Studies 2 and 3 also provided evidence suggesting possible mediators of the relationship between dissonance-related variables and exercise. In particular, the relationship between dissonance reduction and number of days exercised was mediated by want to commit, personal investment, exercise satisfaction, and involvement alternatives in both studies. Dissonance arousal had significant negative pathways on days of exercise through want to commit, satisfaction, personal investment, involvement alternatives, and social support. This suggests that greater dissonance arousal was associated with reduced exercise to the extent that it increased involvement alternatives and decreased want to, satisfaction, personal investment, and social support.

Another limitation is that the present studies all contained correlational results so the direction of causality is unknown. Our theoretical prediction was that dissonance-related variables influence exercise behavior. However, it is also possible that exercise behavior influences individual differences in dissonance-related variables. We suspect that both directions of causality may occur. Third variables may also explain the correlations. We tried to address some possible third variables (e.g., BIS/BAS, SWLS, age, gender), and did not find that these third variables completely explained the observed relationships. Future research using longitudinal designs could be used to test whether dissonance-related variables causally influence exercise levels. Other future research could examine how various cognitive processes involved in dissonance reduction specifically predict engaging in physical exercise over time [40].
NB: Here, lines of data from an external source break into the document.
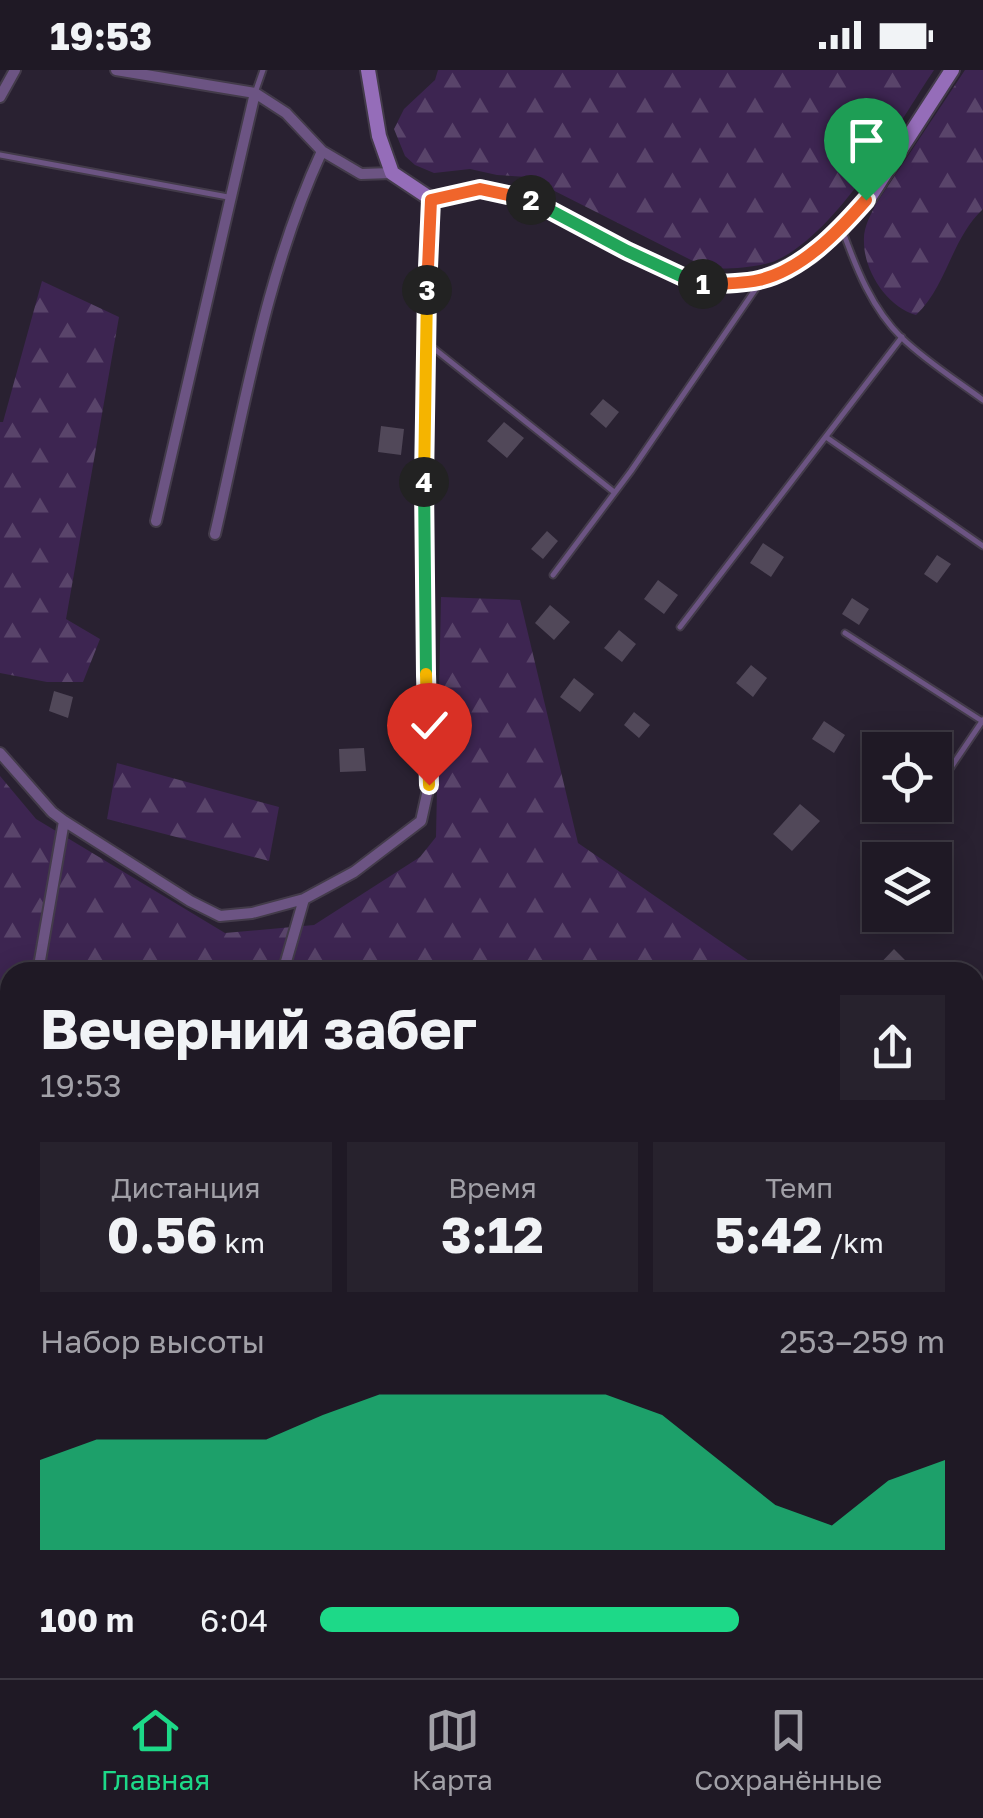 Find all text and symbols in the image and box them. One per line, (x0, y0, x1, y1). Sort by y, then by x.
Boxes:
text: 19:53 (50, 13, 152, 58)
pin (824, 98, 909, 201)
icon: arrive (839, 113, 894, 168)
pin: 2 (506, 175, 556, 225)
text: 2 (522, 183, 540, 216)
pin: 1 (678, 259, 728, 309)
pin: 3 (402, 265, 452, 315)
text: 1 (696, 267, 710, 300)
text: 3 (418, 273, 436, 306)
pin: 4 (399, 457, 449, 507)
text: 4 (415, 465, 433, 498)
pin (387, 683, 472, 786)
icon: check (402, 698, 457, 753)
map controls (862, 732, 952, 932)
button: locate (862, 732, 952, 822)
button: layers (862, 842, 952, 932)
text: Вечерний забег (40, 995, 477, 1061)
button: share (840, 995, 945, 1100)
text: 19:53 (40, 1066, 122, 1104)
text: Дистанция (111, 1171, 260, 1204)
text: Время (448, 1171, 537, 1204)
text: Темп (765, 1171, 833, 1204)
text: 0.56 (107, 1204, 217, 1264)
text: 3:12 (441, 1204, 544, 1264)
text: 5:42 (715, 1204, 823, 1264)
text: km (217, 1226, 265, 1259)
text: /km (823, 1226, 884, 1259)
text: Набор высоты (40, 1322, 265, 1360)
text: 253–259 m (779, 1322, 945, 1360)
text: 100 m (40, 1601, 134, 1639)
text: 6:04 (200, 1601, 268, 1639)
tab: Главная (101, 1703, 210, 1796)
tab: Карта (412, 1703, 493, 1796)
tab: Сохранённые (694, 1703, 882, 1796) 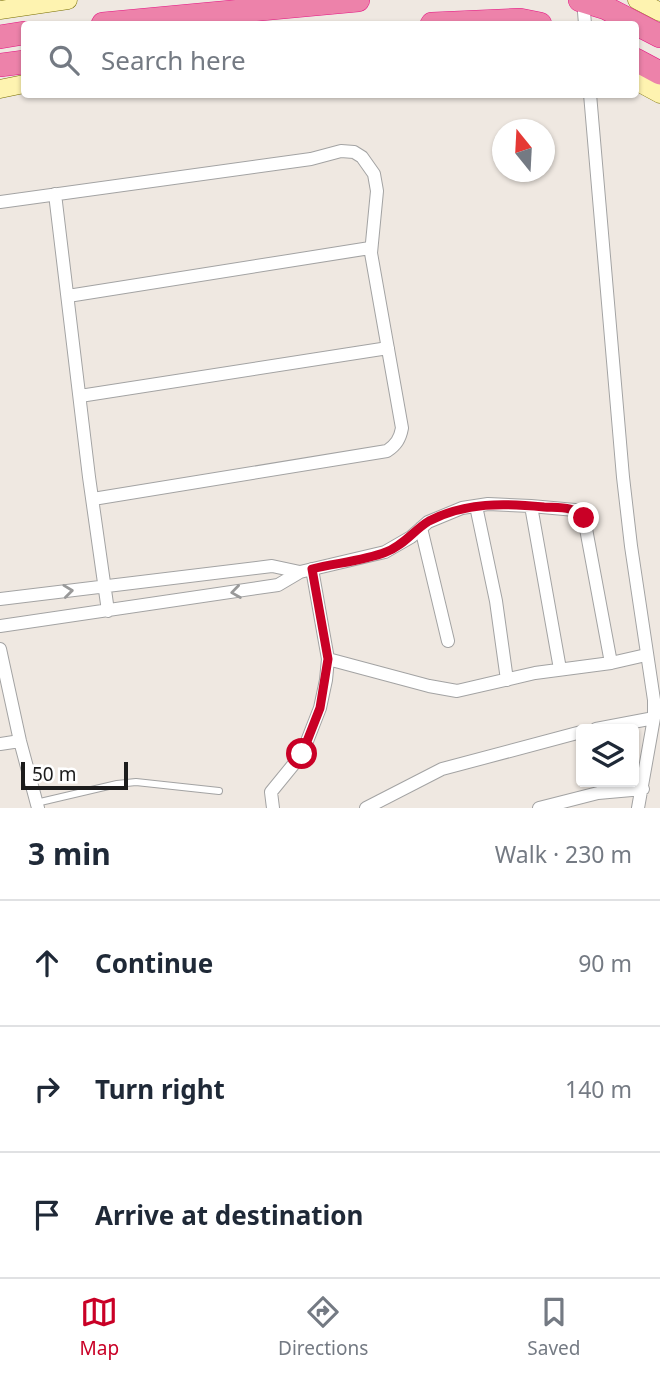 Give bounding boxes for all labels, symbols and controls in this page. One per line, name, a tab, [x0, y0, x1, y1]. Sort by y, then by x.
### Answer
search box	[21, 21, 639, 98]
icon: search	[45, 41, 83, 79]
text: Search here	[101, 42, 246, 78]
north arrow	[492, 119, 555, 182]
route end	[568, 502, 599, 533]
one-way arrow	[62, 584, 74, 599]
one-way arrow	[230, 585, 242, 600]
map controls	[576, 724, 639, 787]
button: layers	[576, 724, 639, 787]
route start	[286, 738, 317, 769]
scale bar	[21, 759, 128, 791]
text: 50 m	[32, 761, 76, 787]
text: 3 min	[28, 833, 111, 874]
text: Walk · 230 m	[495, 838, 632, 870]
icon: ahead	[28, 944, 66, 982]
text: Continue	[95, 945, 213, 981]
text: 90 m	[578, 947, 632, 979]
icon: right	[28, 1070, 66, 1108]
text: Turn right	[95, 1071, 225, 1107]
text: 140 m	[565, 1073, 632, 1105]
icon: arrive	[28, 1196, 66, 1234]
text: Arrive at destination	[95, 1197, 364, 1233]
tab: Map	[80, 1293, 119, 1361]
tab: Directions	[278, 1293, 368, 1361]
tab: Saved	[527, 1293, 580, 1361] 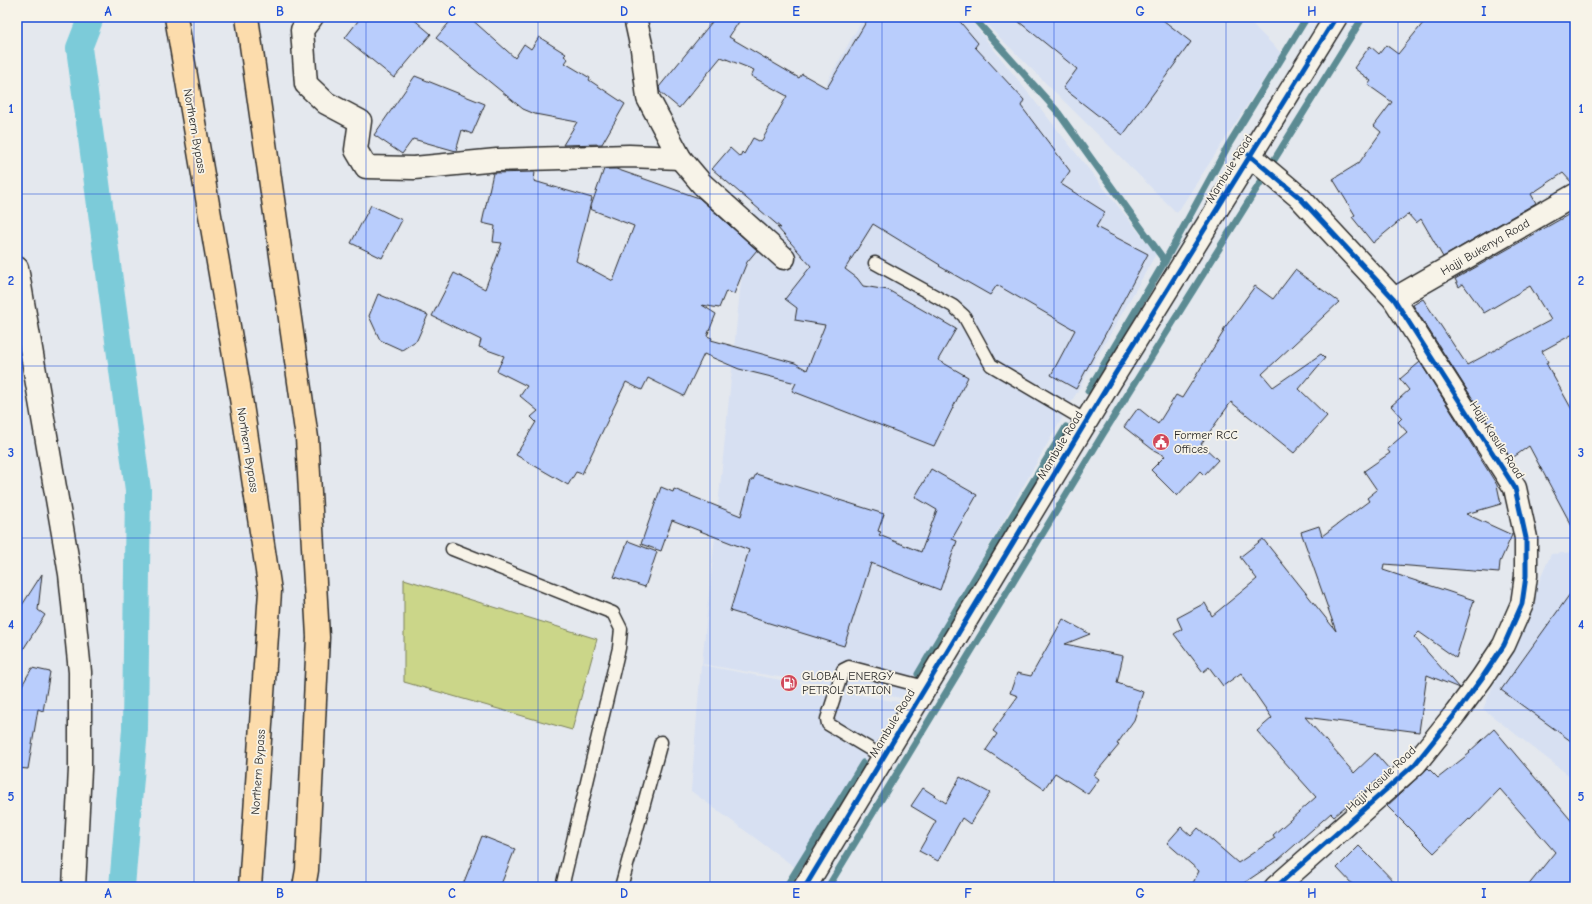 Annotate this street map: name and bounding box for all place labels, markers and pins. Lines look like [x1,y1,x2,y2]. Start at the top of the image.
place label: Former RCC Offices [1174,428,1238,456]
public building icon: Former RCC Offices [1151,432,1171,452]
place label: GLOBAL ENERGY PETROL STATION [802,669,894,697]
fuel station icon: GLOBAL ENERGY PETROL STATION [779,673,799,693]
Several previous revisions of dissonance theory cast dissonance reduction as an irrational and maladaptive psychological process. The present results and the action-based model of dissonance, however, suggest otherwise. Dissonance reduction was associated with exercising more often, which some might regard as an adaptive behavior. This may be especially the case in this current society in which the lack of physical exercise contributes to many physical health conditions (e.g., cardiovascular disease, high blood pressure, Type 2 diabetes) and exercising contributes to many health benefits (e.g., greater life satisfaction, less depression, less inflammation, improved brain function) [41–43].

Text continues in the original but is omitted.